He told me he had an exgf. and didnt follow up with"and now i like guys."
I finally got laid.. you said it wouldn't happen.
if we break up, who will get the dealer?
I'm drinking carlo rossi straight from the jug. I don't have any clean cups...how am I still at this point in my life...
In a strange taxi 3059. Battery dying I'm dying. Bye.

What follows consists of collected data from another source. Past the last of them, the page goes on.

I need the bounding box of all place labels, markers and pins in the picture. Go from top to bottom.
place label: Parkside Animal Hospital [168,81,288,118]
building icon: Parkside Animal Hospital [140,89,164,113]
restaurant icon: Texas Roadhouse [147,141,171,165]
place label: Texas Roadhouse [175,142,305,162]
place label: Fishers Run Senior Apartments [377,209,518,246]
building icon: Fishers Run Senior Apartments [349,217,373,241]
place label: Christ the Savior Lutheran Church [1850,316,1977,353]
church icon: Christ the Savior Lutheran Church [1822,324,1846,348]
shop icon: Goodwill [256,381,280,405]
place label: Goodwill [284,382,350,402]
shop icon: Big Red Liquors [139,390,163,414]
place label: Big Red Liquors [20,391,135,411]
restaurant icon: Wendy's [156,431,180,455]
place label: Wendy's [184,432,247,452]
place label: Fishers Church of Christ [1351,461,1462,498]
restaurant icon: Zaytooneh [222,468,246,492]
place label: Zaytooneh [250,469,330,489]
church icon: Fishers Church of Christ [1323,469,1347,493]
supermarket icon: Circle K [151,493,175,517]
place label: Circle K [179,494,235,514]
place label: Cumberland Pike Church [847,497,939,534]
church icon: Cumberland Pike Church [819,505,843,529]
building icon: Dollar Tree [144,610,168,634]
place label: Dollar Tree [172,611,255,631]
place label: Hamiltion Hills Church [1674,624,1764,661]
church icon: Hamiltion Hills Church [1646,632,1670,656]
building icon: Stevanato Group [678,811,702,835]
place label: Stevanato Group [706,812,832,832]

I have a breathe right strip stuck to my forehead, several inexplicable bruises and I think someone tried to paint my nails with glue, but I still have my Santa hat. I'm gonna call this one a success.
If I could drive and get you Starbucks I would... But that's probably not a good idea. On account of the drugs.
Apparently my Ambien addled brain last night actually did decide to go ahead and photoshop you into various animal and human molesting scenarios. That's a hell of a thing to wake up to.
He jizzed all over my ID badge. HR is gonna be pissed...
I really don't want to get drunk alone tonight. Like, I'll do it, but I won't enjoy it.
I really don't know how I went from having a few drinks to waging war against ghosts in my apartment but here we are
And then you poured the rest of the vodka into salsa and added the alcohol soaked pineapples and grapes and said "don't touch my salsa breakfast".
Micheal let me call him captain america while we fucked. It was awesome
Your liver needs more exercise - we start training tonight.